> Source material:
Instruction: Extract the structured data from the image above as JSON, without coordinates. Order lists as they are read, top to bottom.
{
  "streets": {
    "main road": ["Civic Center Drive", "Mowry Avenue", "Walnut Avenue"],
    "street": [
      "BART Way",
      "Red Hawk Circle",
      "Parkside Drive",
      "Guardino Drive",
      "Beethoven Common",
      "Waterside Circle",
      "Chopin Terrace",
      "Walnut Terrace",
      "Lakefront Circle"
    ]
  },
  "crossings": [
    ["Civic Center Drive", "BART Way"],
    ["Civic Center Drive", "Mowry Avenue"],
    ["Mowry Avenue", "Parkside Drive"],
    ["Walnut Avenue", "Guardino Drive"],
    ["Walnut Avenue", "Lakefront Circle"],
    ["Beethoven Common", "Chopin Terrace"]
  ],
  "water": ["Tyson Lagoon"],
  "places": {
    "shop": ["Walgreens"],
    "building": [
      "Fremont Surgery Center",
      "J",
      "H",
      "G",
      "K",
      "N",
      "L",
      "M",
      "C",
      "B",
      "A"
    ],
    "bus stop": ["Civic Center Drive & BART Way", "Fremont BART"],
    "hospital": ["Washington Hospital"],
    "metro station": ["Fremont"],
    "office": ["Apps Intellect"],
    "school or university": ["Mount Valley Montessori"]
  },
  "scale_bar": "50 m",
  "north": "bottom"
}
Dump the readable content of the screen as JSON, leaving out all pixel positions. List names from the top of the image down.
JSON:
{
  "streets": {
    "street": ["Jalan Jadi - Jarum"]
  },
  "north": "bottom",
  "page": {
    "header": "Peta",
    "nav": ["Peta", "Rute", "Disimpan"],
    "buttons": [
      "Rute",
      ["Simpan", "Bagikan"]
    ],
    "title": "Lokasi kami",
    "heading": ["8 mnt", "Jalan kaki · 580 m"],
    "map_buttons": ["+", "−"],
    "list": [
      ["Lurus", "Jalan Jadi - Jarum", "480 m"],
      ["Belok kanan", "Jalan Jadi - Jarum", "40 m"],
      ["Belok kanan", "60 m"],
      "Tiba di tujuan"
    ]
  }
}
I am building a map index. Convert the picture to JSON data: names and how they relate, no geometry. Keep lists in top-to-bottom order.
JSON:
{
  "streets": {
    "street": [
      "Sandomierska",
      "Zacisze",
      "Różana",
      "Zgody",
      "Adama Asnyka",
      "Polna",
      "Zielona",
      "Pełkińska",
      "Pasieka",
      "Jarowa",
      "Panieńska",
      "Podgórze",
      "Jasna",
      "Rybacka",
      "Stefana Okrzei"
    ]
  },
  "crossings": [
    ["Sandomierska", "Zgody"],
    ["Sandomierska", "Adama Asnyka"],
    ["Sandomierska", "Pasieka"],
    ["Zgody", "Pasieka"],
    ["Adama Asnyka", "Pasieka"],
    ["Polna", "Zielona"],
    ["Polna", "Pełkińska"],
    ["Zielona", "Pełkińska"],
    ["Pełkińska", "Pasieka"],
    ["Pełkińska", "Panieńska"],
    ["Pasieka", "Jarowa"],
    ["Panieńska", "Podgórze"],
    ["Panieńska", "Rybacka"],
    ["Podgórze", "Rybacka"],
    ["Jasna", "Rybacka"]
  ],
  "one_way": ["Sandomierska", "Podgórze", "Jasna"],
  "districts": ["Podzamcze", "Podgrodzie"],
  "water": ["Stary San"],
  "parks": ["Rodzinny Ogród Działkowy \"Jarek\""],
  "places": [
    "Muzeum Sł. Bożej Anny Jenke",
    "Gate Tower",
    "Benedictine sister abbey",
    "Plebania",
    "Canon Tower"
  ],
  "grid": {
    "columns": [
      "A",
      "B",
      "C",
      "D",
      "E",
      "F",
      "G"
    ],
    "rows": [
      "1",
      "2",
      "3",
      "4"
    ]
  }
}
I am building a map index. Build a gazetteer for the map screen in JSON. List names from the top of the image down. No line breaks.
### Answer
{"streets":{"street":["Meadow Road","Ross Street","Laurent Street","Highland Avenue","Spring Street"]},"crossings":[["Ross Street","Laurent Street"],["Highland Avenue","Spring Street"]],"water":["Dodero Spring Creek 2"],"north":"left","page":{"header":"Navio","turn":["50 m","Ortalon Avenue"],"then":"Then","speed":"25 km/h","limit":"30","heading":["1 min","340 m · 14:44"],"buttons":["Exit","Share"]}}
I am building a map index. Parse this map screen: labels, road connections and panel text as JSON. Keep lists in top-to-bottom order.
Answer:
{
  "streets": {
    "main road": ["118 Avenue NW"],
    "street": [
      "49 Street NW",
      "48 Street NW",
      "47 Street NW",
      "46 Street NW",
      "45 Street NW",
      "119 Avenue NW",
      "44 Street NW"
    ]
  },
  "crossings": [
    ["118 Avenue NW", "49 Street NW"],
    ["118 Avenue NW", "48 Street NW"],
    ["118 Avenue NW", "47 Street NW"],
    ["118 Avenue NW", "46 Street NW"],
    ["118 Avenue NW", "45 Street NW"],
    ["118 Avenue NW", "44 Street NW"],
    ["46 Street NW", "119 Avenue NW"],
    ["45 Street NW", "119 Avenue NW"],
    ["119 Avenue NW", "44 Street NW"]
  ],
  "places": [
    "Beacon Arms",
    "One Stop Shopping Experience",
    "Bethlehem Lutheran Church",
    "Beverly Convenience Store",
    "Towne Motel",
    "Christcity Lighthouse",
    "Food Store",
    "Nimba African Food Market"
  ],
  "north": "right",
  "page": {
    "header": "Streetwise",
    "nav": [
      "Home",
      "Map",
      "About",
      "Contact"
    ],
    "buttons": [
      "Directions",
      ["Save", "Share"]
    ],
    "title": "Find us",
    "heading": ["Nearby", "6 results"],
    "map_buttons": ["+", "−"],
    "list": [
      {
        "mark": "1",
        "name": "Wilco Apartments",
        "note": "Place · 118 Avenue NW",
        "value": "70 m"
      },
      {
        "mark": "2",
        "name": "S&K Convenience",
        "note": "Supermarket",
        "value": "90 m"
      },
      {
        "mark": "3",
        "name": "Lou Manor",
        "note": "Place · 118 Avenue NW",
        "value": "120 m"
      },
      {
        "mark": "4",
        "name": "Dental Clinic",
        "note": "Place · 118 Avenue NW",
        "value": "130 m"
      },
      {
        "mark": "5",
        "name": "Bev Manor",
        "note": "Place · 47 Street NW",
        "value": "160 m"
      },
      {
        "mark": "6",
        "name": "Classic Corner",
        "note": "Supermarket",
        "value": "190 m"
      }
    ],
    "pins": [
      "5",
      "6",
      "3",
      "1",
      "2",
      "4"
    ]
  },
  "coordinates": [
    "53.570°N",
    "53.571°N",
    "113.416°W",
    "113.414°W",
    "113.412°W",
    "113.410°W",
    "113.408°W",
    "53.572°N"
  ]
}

> Task statement:
Give back all of the entries above, unchanged in every word.

> The completed task:
Instruction: Extract the structured data from the image above as JSON, without coordinates. Order lists as they are read, top to bottom.
{
  "streets": {
    "main road": ["Civic Center Drive", "Mowry Avenue", "Walnut Avenue"],
    "street": [
      "BART Way",
      "Red Hawk Circle",
      "Parkside Drive",
      "Guardino Drive",
      "Beethoven Common",
      "Waterside Circle",
      "Chopin Terrace",
      "Walnut Terrace",
      "Lakefront Circle"
    ]
  },
  "crossings": [
    ["Civic Center Drive", "BART Way"],
    ["Civic Center Drive", "Mowry Avenue"],
    ["Mowry Avenue", "Parkside Drive"],
    ["Walnut Avenue", "Guardino Drive"],
    ["Walnut Avenue", "Lakefront Circle"],
    ["Beethoven Common", "Chopin Terrace"]
  ],
  "water": ["Tyson Lagoon"],
  "places": {
    "shop": ["Walgreens"],
    "building": [
      "Fremont Surgery Center",
      "J",
      "H",
      "G",
      "K",
      "N",
      "L",
      "M",
      "C",
      "B",
      "A"
    ],
    "bus stop": ["Civic Center Drive & BART Way", "Fremont BART"],
    "hospital": ["Washington Hospital"],
    "metro station": ["Fremont"],
    "office": ["Apps Intellect"],
    "school or university": ["Mount Valley Montessori"]
  },
  "scale_bar": "50 m",
  "north": "bottom"
}
Dump the readable content of the screen as JSON, leaving out all pixel positions. List names from the top of the image down.
JSON:
{
  "streets": {
    "street": ["Jalan Jadi - Jarum"]
  },
  "north": "bottom",
  "page": {
    "header": "Peta",
    "nav": ["Peta", "Rute", "Disimpan"],
    "buttons": [
      "Rute",
      ["Simpan", "Bagikan"]
    ],
    "title": "Lokasi kami",
    "heading": ["8 mnt", "Jalan kaki · 580 m"],
    "map_buttons": ["+", "−"],
    "list": [
      ["Lurus", "Jalan Jadi - Jarum", "480 m"],
      ["Belok kanan", "Jalan Jadi - Jarum", "40 m"],
      ["Belok kanan", "60 m"],
      "Tiba di tujuan"
    ]
  }
}
I am building a map index. Convert the picture to JSON data: names and how they relate, no geometry. Keep lists in top-to-bottom order.
JSON:
{
  "streets": {
    "street": [
      "Sandomierska",
      "Zacisze",
      "Różana",
      "Zgody",
      "Adama Asnyka",
      "Polna",
      "Zielona",
      "Pełkińska",
      "Pasieka",
      "Jarowa",
      "Panieńska",
      "Podgórze",
      "Jasna",
      "Rybacka",
      "Stefana Okrzei"
    ]
  },
  "crossings": [
    ["Sandomierska", "Zgody"],
    ["Sandomierska", "Adama Asnyka"],
    ["Sandomierska", "Pasieka"],
    ["Zgody", "Pasieka"],
    ["Adama Asnyka", "Pasieka"],
    ["Polna", "Zielona"],
    ["Polna", "Pełkińska"],
    ["Zielona", "Pełkińska"],
    ["Pełkińska", "Pasieka"],
    ["Pełkińska", "Panieńska"],
    ["Pasieka", "Jarowa"],
    ["Panieńska", "Podgórze"],
    ["Panieńska", "Rybacka"],
    ["Podgórze", "Rybacka"],
    ["Jasna", "Rybacka"]
  ],
  "one_way": ["Sandomierska", "Podgórze", "Jasna"],
  "districts": ["Podzamcze", "Podgrodzie"],
  "water": ["Stary San"],
  "parks": ["Rodzinny Ogród Działkowy \"Jarek\""],
  "places": [
    "Muzeum Sł. Bożej Anny Jenke",
    "Gate Tower",
    "Benedictine sister abbey",
    "Plebania",
    "Canon Tower"
  ],
  "grid": {
    "columns": [
      "A",
      "B",
      "C",
      "D",
      "E",
      "F",
      "G"
    ],
    "rows": [
      "1",
      "2",
      "3",
      "4"
    ]
  }
}
I am building a map index. Build a gazetteer for the map screen in JSON. List names from the top of the image down. No line breaks.
### Answer
{"streets":{"street":["Meadow Road","Ross Street","Laurent Street","Highland Avenue","Spring Street"]},"crossings":[["Ross Street","Laurent Street"],["Highland Avenue","Spring Street"]],"water":["Dodero Spring Creek 2"],"north":"left","page":{"header":"Navio","turn":["50 m","Ortalon Avenue"],"then":"Then","speed":"25 km/h","limit":"30","heading":["1 min","340 m · 14:44"],"buttons":["Exit","Share"]}}
I am building a map index. Parse this map screen: labels, road connections and panel text as JSON. Keep lists in top-to-bottom order.
Answer:
{
  "streets": {
    "main road": ["118 Avenue NW"],
    "street": [
      "49 Street NW",
      "48 Street NW",
      "47 Street NW",
      "46 Street NW",
      "45 Street NW",
      "119 Avenue NW",
      "44 Street NW"
    ]
  },
  "crossings": [
    ["118 Avenue NW", "49 Street NW"],
    ["118 Avenue NW", "48 Street NW"],
    ["118 Avenue NW", "47 Street NW"],
    ["118 Avenue NW", "46 Street NW"],
    ["118 Avenue NW", "45 Street NW"],
    ["118 Avenue NW", "44 Street NW"],
    ["46 Street NW", "119 Avenue NW"],
    ["45 Street NW", "119 Avenue NW"],
    ["119 Avenue NW", "44 Street NW"]
  ],
  "places": [
    "Beacon Arms",
    "One Stop Shopping Experience",
    "Bethlehem Lutheran Church",
    "Beverly Convenience Store",
    "Towne Motel",
    "Christcity Lighthouse",
    "Food Store",
    "Nimba African Food Market"
  ],
  "north": "right",
  "page": {
    "header": "Streetwise",
    "nav": [
      "Home",
      "Map",
      "About",
      "Contact"
    ],
    "buttons": [
      "Directions",
      ["Save", "Share"]
    ],
    "title": "Find us",
    "heading": ["Nearby", "6 results"],
    "map_buttons": ["+", "−"],
    "list": [
      {
        "mark": "1",
        "name": "Wilco Apartments",
        "note": "Place · 118 Avenue NW",
        "value": "70 m"
      },
      {
        "mark": "2",
        "name": "S&K Convenience",
        "note": "Supermarket",
        "value": "90 m"
      },
      {
        "mark": "3",
        "name": "Lou Manor",
        "note": "Place · 118 Avenue NW",
        "value": "120 m"
      },
      {
        "mark": "4",
        "name": "Dental Clinic",
        "note": "Place · 118 Avenue NW",
        "value": "130 m"
      },
      {
        "mark": "5",
        "name": "Bev Manor",
        "note": "Place · 47 Street NW",
        "value": "160 m"
      },
      {
        "mark": "6",
        "name": "Classic Corner",
        "note": "Supermarket",
        "value": "190 m"
      }
    ],
    "pins": [
      "5",
      "6",
      "3",
      "1",
      "2",
      "4"
    ]
  },
  "coordinates": [
    "53.570°N",
    "53.571°N",
    "113.416°W",
    "113.414°W",
    "113.412°W",
    "113.410°W",
    "113.408°W",
    "53.572°N"
  ]
}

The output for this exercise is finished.